PROBLEM TO WORK ON:
Please go through the records below and return every line holding the word "display".

-------- DATA FOR THIS EXERCISE --------

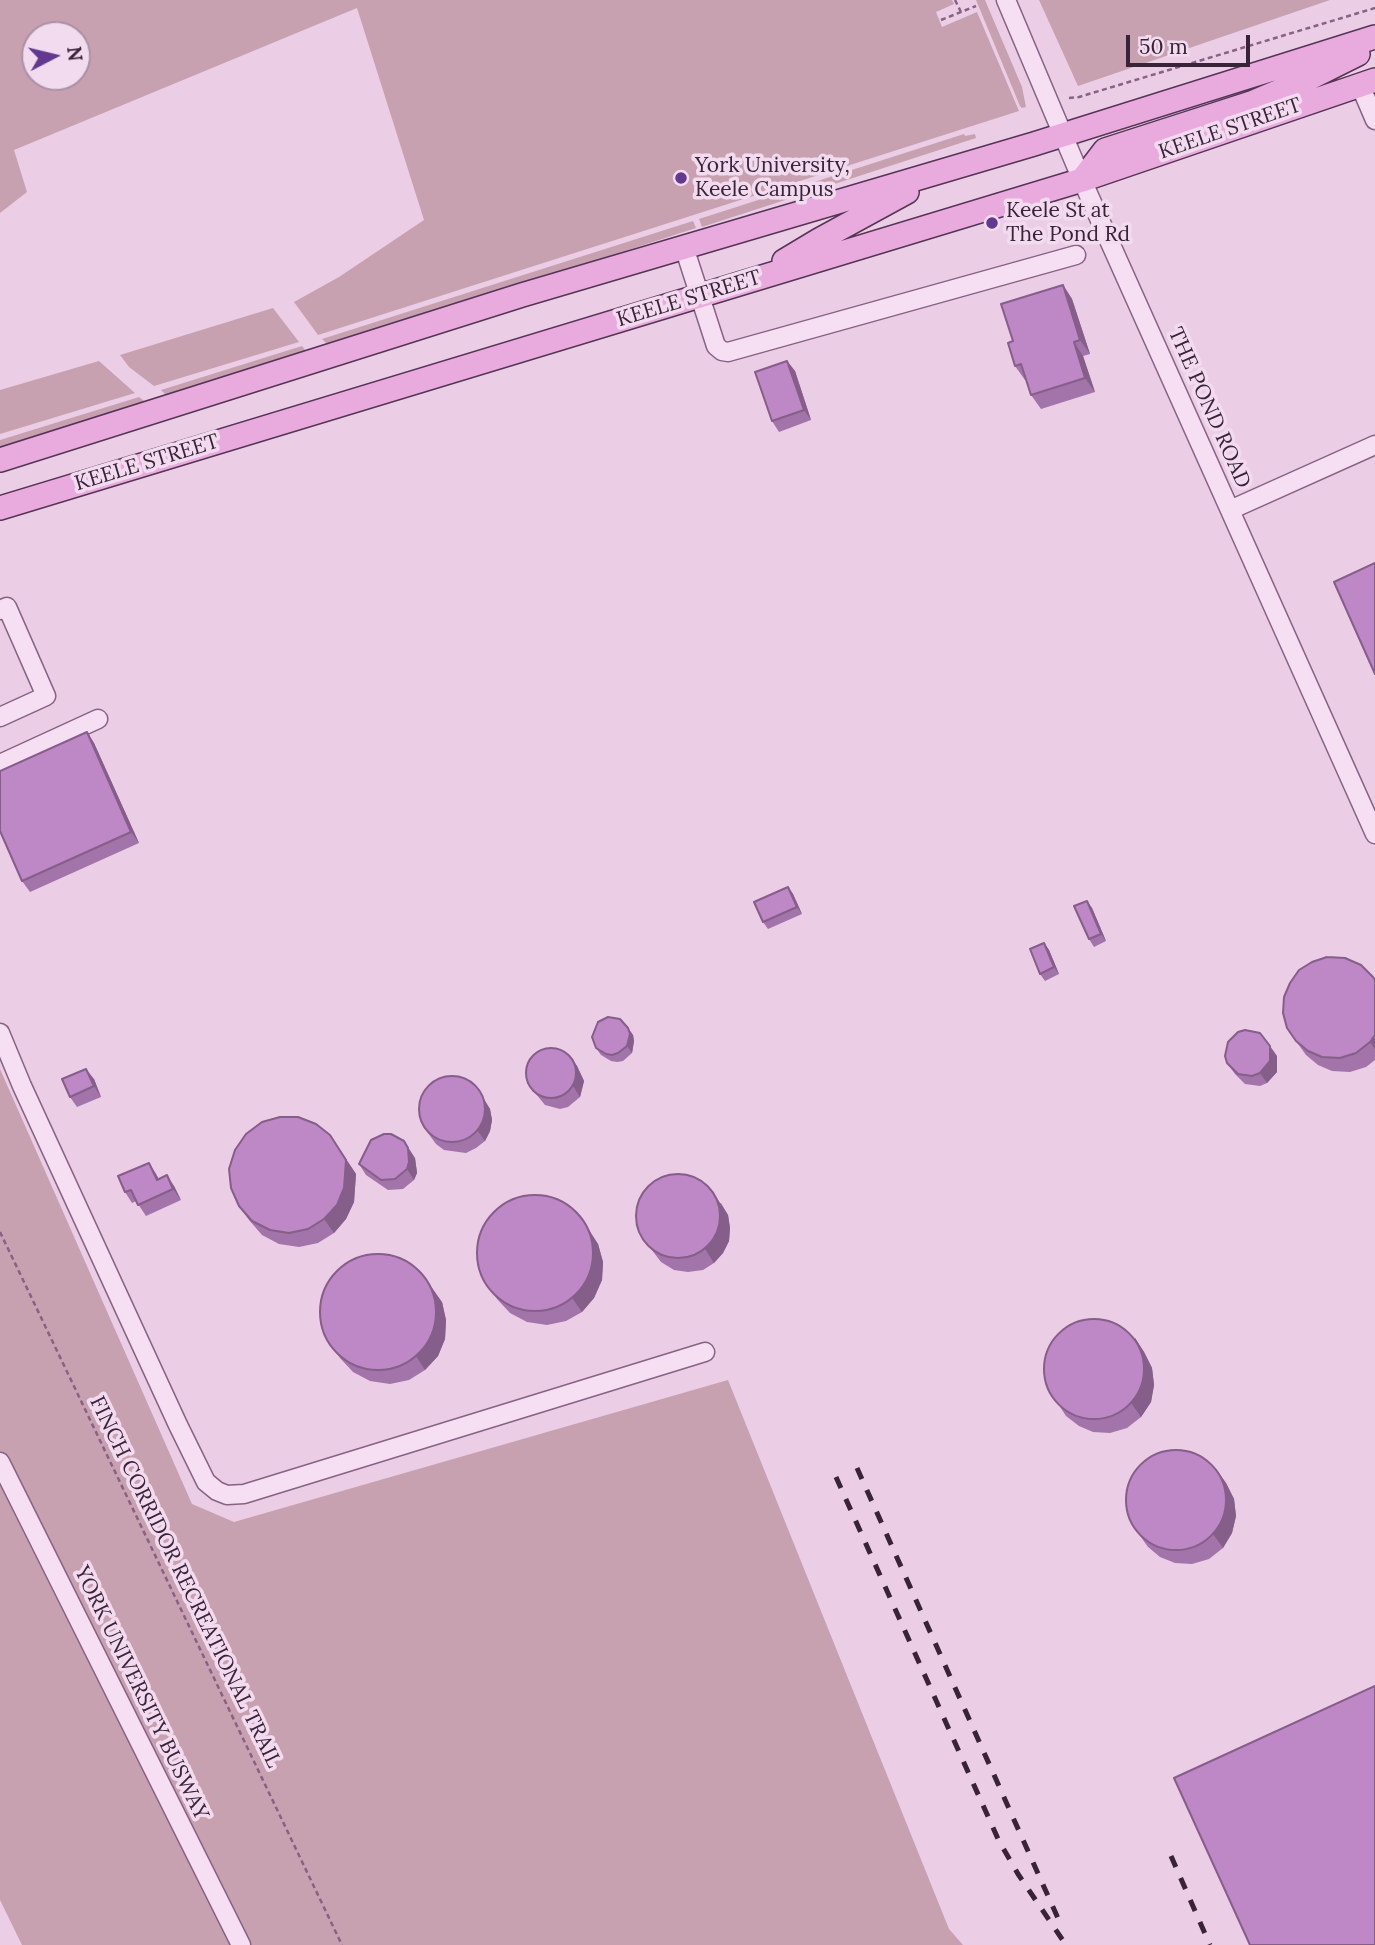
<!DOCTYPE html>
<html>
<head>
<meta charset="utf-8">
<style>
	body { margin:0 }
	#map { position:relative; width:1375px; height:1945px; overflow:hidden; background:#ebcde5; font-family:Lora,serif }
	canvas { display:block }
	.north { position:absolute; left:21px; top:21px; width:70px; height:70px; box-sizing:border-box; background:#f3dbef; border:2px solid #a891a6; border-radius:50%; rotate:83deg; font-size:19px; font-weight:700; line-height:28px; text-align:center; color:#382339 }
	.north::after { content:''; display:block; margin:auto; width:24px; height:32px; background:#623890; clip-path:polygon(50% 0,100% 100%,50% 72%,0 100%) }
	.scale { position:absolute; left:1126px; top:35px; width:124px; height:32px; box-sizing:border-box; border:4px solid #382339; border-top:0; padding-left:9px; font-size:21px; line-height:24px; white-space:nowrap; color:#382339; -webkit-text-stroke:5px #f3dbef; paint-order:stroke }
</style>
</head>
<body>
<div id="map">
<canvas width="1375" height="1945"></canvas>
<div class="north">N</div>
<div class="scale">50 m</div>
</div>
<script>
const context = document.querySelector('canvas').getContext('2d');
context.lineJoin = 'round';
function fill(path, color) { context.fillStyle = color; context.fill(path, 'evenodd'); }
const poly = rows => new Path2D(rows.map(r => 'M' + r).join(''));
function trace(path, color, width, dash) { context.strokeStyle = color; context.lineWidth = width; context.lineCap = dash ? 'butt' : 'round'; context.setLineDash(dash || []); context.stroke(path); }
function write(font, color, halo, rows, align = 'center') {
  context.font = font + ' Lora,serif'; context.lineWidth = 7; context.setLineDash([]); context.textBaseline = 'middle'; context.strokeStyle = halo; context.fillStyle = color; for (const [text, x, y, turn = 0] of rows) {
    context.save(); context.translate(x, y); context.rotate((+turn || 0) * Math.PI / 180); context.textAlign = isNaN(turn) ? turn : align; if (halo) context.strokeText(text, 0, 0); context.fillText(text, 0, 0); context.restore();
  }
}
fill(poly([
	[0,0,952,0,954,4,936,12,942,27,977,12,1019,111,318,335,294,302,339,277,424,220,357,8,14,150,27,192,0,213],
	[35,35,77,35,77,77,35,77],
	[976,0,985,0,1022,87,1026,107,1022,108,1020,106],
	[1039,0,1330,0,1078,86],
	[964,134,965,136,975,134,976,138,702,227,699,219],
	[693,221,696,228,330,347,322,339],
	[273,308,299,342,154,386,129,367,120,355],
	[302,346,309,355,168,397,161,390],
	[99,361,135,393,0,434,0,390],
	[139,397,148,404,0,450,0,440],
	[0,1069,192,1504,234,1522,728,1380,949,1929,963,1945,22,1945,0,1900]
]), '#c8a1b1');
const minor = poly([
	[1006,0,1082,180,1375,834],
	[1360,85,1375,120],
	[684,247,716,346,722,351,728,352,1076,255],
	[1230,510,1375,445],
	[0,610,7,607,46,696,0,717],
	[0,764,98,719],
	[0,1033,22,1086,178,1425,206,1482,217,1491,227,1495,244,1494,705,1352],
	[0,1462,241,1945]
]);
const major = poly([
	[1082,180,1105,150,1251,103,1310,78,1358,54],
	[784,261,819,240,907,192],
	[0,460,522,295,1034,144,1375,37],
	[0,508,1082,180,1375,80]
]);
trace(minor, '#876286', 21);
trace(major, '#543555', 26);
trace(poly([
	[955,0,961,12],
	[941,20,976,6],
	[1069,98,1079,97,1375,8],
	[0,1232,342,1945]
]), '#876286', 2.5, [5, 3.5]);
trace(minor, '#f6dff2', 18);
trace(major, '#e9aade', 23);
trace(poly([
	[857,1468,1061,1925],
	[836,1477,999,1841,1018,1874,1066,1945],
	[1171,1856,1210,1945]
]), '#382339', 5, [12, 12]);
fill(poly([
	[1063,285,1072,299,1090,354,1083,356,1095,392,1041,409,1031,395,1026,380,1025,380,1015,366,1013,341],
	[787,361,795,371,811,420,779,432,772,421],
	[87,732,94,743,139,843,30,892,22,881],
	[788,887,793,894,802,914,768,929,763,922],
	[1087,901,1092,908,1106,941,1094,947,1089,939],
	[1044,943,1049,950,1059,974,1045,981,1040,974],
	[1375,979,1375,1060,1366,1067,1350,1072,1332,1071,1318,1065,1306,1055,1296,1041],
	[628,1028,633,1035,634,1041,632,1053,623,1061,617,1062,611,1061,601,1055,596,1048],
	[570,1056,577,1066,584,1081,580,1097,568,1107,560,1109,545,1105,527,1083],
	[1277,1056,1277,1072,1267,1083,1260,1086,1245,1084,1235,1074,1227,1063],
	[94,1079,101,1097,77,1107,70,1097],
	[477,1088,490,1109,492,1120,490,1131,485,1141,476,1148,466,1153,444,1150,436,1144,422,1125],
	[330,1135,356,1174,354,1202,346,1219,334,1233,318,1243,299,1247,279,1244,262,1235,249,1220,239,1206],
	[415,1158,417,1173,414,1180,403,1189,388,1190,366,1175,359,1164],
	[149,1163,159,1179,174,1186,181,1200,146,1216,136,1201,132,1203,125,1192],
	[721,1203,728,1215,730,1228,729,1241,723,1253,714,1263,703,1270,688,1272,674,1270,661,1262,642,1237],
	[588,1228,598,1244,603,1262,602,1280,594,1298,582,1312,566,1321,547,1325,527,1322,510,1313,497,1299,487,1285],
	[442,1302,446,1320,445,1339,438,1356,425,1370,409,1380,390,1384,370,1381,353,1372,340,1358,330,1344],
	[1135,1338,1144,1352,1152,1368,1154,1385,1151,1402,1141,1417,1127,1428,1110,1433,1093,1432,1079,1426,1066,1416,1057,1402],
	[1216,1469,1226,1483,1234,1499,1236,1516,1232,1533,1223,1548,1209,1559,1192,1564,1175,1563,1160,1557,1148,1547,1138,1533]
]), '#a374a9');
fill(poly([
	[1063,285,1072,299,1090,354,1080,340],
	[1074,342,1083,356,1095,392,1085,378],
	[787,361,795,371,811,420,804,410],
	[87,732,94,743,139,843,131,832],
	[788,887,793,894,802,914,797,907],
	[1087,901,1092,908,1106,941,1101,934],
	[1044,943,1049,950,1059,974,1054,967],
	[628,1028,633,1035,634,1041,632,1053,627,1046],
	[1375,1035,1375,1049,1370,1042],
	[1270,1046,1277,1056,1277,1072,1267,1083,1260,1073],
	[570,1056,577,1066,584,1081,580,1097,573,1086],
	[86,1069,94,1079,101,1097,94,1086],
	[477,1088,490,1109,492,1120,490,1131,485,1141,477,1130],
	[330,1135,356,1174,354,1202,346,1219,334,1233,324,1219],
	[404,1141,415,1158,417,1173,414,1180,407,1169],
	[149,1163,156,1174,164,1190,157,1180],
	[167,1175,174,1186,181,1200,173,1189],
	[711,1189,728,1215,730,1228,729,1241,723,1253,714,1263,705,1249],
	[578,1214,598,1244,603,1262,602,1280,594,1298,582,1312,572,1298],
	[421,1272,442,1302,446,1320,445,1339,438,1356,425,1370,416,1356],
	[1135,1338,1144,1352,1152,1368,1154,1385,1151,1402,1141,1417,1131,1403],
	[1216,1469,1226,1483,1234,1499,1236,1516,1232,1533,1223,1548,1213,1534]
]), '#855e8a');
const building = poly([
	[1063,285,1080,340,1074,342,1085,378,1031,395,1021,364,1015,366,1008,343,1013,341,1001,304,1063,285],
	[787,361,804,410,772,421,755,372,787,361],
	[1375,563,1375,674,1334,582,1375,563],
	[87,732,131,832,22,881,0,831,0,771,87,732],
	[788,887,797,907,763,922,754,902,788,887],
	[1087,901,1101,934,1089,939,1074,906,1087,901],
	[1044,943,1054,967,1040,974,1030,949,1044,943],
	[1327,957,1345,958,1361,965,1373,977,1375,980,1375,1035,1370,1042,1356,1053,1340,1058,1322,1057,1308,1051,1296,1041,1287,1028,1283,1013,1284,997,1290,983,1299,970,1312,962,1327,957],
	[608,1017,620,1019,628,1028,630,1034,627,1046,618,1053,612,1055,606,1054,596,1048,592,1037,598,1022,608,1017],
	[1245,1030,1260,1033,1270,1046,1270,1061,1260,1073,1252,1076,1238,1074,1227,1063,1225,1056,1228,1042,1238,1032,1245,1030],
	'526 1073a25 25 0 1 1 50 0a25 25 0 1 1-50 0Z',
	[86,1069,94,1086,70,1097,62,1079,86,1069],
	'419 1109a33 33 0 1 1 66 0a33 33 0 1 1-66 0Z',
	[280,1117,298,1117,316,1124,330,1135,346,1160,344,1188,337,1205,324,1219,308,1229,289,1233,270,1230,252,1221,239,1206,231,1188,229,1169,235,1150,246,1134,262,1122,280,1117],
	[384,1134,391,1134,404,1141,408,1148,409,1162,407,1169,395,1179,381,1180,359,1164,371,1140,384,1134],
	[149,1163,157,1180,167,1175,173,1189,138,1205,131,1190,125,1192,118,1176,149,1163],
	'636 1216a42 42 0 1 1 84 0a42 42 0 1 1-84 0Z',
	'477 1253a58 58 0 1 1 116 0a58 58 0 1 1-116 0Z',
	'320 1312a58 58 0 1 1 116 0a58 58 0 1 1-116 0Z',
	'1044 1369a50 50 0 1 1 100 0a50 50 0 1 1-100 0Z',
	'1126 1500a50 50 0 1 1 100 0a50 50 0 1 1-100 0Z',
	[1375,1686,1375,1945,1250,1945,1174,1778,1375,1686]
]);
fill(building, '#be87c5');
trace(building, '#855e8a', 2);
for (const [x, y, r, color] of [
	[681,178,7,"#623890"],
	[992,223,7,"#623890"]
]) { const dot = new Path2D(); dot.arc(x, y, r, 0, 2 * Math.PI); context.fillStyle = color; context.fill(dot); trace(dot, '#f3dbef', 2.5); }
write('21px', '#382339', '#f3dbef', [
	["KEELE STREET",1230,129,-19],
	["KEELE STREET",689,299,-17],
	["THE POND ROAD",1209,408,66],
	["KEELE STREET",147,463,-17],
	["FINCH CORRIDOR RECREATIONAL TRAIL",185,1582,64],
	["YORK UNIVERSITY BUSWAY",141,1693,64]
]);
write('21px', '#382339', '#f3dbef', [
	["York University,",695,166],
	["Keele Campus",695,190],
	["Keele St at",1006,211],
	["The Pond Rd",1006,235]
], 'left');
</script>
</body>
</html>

--------

TASK RESULT:
	canvas { display:block }
	.north::after { content:''; display:block; margin:auto; width:24px; height:32px; background:#623890; clip-path:polygon(50% 0,100% 100%,50% 72%,0 100%) }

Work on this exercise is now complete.